In April 2009, the FASB issued FASB Staff Position No. FAS 157-4, “Determining Fair Value When the Volume and Level of Activity for the Asset or Liability Have Significantly Decreased and Identifying Transactions That Are Not Orderly” (“FSP 157-4”). FSP 157-4 provides additional guidance on estimating fair value when the volume and level of activity for an asset or liability have significantly decreased in relation to normal activity for the asset or liability. FSP 157-4 also provides additional guidance on circumstances that may indicate that a transaction is not orderly. FSP 157-4 is effective for interim and annual periods ending after June 15, 2009. We adopted FSP-157-4 on June 30, 2009 and the adoption did not have a material impact on our consolidated financial statements.
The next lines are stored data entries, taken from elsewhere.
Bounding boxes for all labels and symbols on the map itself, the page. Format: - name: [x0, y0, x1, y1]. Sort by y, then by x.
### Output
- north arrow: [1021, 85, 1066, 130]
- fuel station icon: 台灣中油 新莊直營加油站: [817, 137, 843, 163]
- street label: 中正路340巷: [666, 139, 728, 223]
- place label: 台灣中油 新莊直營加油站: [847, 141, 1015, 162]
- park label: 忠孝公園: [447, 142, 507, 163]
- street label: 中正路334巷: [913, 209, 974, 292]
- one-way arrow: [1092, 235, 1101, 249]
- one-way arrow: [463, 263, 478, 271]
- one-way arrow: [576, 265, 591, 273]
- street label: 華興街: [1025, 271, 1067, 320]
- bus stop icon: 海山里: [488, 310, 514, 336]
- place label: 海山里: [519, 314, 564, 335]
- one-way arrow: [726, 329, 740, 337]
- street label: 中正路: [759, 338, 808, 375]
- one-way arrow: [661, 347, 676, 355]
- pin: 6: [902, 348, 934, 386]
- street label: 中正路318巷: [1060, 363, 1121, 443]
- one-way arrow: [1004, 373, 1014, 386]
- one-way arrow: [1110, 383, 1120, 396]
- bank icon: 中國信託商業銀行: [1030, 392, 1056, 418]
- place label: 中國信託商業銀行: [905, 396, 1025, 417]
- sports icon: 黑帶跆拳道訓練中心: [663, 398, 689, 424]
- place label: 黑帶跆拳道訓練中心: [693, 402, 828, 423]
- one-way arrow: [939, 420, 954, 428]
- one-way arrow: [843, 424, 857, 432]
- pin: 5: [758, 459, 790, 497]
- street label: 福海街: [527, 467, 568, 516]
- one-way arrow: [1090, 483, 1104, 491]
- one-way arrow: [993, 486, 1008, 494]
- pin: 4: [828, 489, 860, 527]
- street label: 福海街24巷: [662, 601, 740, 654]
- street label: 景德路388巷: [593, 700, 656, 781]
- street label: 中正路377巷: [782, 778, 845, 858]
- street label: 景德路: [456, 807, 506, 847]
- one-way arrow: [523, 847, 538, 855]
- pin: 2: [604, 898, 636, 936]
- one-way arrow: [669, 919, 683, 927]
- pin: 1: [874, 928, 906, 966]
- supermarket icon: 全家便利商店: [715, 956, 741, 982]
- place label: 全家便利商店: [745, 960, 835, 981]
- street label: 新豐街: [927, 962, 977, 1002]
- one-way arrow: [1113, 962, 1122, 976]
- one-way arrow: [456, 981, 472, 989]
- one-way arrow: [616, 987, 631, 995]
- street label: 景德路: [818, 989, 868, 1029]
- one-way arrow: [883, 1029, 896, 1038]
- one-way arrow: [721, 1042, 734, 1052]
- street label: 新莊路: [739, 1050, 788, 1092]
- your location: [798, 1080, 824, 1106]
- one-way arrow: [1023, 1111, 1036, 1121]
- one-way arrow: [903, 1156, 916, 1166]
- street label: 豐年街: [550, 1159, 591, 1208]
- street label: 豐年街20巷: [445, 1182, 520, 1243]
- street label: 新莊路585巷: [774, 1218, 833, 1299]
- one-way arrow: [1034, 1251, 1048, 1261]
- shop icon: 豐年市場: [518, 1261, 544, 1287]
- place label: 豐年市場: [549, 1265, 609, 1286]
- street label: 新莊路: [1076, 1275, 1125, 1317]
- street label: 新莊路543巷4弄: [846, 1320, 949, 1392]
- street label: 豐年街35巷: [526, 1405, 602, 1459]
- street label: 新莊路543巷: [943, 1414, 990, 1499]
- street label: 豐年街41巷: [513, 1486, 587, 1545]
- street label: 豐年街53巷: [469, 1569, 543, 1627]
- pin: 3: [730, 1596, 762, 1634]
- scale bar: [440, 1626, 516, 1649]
In December 2007, the FASB issued SFAS No. 141 (revised 2007), “Business Combinations” (“SFAS 141(R)”), which replaces SFAS No. 141“Business Combinations” (“SFAS 141.”) SFAS 141(R) establishes principles and requirements for how an acquirer recognizes and measures in its financial statements the identifiable assets acquired, the liabilities assumed, any non-controlling interest in the acquiree and the goodwill acquired. The Statement also establishes disclosure requirements that will enable users to evaluate the nature and financial effects of the business combination. SFAS 141(R) is effective for acquisitions that occur in an entity’s fiscal year that begins after December 15, 2008. Effective January 1, 2009, we adopted SFAS 141(R). However, since we did not consummate any business combinations during the six months ended June 30, 2009, the adoption did not affect our consolidated financial statements.
In April 2009, the FASB issued FASB Staff Position No. FAS 141(R)-1, “Accounting for Assets Acquired and Liabilities Assumed in a Business Combination That Arise from Contingencies.” This Staff Position amends the provisions related to the initial recognition and measurement, subsequent measurement and disclosure of assets and liabilities arising from contingencies in a business combination under SFAS No. 141(R.) This Staff Position carries forward the requirements in SFAS 141 for acquired contingencies, which would require that such contingencies be recognized at fair value on the acquisition date if fair value can be reasonably estimated during the allocation period. Otherwise, companies would typically account for the acquired contingencies in accordance with SFAS No. 5, “Accounting for Contingencies.” This Staff Position has the same effective date as SFAS 141(R), and the adoption did not affect our consolidated financial statements.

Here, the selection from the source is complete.